This Soviet classic is screening at the Hebden Bridge Picture House on December 2nd. This is another of those rare chances to celebrate The Great October Revolution through the films that it inspired. If you saw The End of St. Petersburg / Konets Sankt-Peterburga (1927) here in Leeds in September you will have an idea of how impressive Soviet silent montage films can be.
The film is screening in a 35mm print from the restoration by the Munich Archive in 2005. This is now the closest version to the original screened at the Bolshoi Theatre in 1925. The restoration relied to a great extent on a surviving print in the BFI National Film Archive which was screened for the London Film Society by the director Sergei Eisenstein in 1929.

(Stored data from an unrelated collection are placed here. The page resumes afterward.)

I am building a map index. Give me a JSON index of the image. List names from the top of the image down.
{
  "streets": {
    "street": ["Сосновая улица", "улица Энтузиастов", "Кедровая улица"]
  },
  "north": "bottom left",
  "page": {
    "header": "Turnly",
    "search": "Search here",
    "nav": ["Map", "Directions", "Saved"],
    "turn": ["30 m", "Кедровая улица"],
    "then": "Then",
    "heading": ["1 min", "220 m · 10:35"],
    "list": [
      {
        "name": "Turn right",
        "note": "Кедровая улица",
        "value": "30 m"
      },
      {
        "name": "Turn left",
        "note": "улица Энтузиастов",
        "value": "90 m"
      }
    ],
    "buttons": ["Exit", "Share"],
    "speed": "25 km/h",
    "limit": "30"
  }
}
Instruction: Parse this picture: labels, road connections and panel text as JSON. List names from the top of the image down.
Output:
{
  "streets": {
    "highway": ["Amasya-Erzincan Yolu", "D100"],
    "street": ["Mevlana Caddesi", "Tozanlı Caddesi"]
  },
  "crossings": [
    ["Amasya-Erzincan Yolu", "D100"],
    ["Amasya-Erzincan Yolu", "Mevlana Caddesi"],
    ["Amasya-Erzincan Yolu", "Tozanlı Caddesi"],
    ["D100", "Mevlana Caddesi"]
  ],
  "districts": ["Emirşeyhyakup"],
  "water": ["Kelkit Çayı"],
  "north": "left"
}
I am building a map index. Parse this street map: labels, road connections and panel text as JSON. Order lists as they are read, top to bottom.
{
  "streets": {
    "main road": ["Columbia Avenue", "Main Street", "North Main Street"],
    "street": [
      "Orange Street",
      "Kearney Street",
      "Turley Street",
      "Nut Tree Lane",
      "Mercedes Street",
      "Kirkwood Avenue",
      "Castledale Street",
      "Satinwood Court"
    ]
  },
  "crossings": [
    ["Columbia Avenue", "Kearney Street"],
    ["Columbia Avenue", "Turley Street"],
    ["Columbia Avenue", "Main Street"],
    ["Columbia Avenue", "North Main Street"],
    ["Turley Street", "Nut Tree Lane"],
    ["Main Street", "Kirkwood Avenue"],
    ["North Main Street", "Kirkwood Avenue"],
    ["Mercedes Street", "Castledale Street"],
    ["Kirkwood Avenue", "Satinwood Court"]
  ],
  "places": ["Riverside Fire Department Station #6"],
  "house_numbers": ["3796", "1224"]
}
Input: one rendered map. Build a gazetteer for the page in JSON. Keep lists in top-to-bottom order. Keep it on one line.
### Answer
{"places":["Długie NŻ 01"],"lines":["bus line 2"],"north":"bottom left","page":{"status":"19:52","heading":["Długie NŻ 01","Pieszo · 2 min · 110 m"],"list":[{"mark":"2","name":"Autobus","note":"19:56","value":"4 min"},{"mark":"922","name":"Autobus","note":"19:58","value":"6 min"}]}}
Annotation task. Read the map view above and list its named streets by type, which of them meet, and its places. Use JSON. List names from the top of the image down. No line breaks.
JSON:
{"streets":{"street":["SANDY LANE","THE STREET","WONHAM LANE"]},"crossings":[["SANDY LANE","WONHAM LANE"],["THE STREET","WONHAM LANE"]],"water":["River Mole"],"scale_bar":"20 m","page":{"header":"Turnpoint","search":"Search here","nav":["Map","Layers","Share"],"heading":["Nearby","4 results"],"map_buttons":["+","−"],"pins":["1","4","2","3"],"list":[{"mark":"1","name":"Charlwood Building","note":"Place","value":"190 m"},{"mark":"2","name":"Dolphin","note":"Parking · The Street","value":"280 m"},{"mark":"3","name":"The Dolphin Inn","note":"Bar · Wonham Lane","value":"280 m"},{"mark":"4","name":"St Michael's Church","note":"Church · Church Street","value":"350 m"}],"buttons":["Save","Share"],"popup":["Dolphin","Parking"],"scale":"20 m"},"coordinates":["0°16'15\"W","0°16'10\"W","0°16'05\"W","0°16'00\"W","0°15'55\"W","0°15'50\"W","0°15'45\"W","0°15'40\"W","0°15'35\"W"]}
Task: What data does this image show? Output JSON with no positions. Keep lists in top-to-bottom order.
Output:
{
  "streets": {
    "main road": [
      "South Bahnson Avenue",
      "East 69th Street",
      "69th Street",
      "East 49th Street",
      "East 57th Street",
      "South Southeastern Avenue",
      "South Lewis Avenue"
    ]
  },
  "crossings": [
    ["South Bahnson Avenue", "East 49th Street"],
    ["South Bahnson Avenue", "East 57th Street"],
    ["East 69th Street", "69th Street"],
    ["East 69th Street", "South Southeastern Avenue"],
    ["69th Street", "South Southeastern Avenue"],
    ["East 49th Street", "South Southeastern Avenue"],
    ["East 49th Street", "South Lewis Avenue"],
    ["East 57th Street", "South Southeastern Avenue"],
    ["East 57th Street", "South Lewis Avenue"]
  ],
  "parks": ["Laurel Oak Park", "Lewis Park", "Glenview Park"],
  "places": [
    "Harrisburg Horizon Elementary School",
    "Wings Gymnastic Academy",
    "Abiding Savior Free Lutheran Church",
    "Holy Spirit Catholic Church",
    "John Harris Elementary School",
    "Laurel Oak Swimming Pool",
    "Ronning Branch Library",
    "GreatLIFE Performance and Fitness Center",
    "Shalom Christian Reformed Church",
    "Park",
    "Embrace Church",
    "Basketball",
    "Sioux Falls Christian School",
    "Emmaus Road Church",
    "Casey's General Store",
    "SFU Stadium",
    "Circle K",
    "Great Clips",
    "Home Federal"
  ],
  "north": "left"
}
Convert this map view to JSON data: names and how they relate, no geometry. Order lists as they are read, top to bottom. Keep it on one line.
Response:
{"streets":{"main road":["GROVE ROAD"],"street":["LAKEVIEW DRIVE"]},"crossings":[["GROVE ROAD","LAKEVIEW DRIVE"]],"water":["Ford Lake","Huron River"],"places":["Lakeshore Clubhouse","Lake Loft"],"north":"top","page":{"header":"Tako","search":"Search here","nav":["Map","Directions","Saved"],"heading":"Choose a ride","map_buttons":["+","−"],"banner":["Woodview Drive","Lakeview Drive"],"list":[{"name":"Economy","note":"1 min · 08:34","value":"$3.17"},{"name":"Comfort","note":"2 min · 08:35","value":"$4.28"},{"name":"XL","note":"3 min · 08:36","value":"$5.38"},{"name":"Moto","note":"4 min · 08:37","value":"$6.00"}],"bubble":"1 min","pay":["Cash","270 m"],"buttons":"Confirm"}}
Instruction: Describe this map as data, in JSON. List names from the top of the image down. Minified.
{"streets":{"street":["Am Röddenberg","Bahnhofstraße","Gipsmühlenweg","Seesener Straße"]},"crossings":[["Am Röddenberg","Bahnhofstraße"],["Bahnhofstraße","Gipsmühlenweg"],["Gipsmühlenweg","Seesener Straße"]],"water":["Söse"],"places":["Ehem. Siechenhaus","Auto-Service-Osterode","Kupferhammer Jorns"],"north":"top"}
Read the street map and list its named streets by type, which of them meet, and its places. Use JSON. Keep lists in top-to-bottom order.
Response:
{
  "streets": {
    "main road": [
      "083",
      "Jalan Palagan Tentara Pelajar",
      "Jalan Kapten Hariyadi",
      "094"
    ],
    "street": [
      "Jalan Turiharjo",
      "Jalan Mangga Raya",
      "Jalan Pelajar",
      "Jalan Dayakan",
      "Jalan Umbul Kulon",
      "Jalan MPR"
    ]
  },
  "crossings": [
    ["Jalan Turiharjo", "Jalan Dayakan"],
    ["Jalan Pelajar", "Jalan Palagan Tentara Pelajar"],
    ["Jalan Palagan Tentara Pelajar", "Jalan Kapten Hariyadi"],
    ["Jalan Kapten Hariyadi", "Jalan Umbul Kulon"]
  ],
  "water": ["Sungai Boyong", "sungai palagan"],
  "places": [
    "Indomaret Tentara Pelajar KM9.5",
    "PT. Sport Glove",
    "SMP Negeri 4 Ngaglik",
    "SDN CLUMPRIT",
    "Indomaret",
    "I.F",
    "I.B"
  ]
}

The print has both the original editing and title cards, some of which were cut by censorship later. It will have a live piano accompaniment by Darius Battiwalla. If you saw and heard the presentation of Berlin: Symphony of a Great City / Berlin: Die Sinfonie der Grosstadt (1927) here you will know what an excellent accompanist he is.
The film created a great stir on its release, both in the Soviet Union and internationally. The young Luis Buñuel was so inspired that he and his comrades erected a barricade in the street after watching the film. Especially famous is ‘The Odessa Steps Sequence’ but it seems likely that more people have seen that extract that have actually seen the whole film. Now is the opportunity to see the film complete and as close a possible to the version that created the sensation back in 1925.
The Hebden Bridge Picture House is accessible, about an hour by train or car from Leeds. It is an attractive cinema which opened in 1921, only seven years after the Hyde Park Picture House.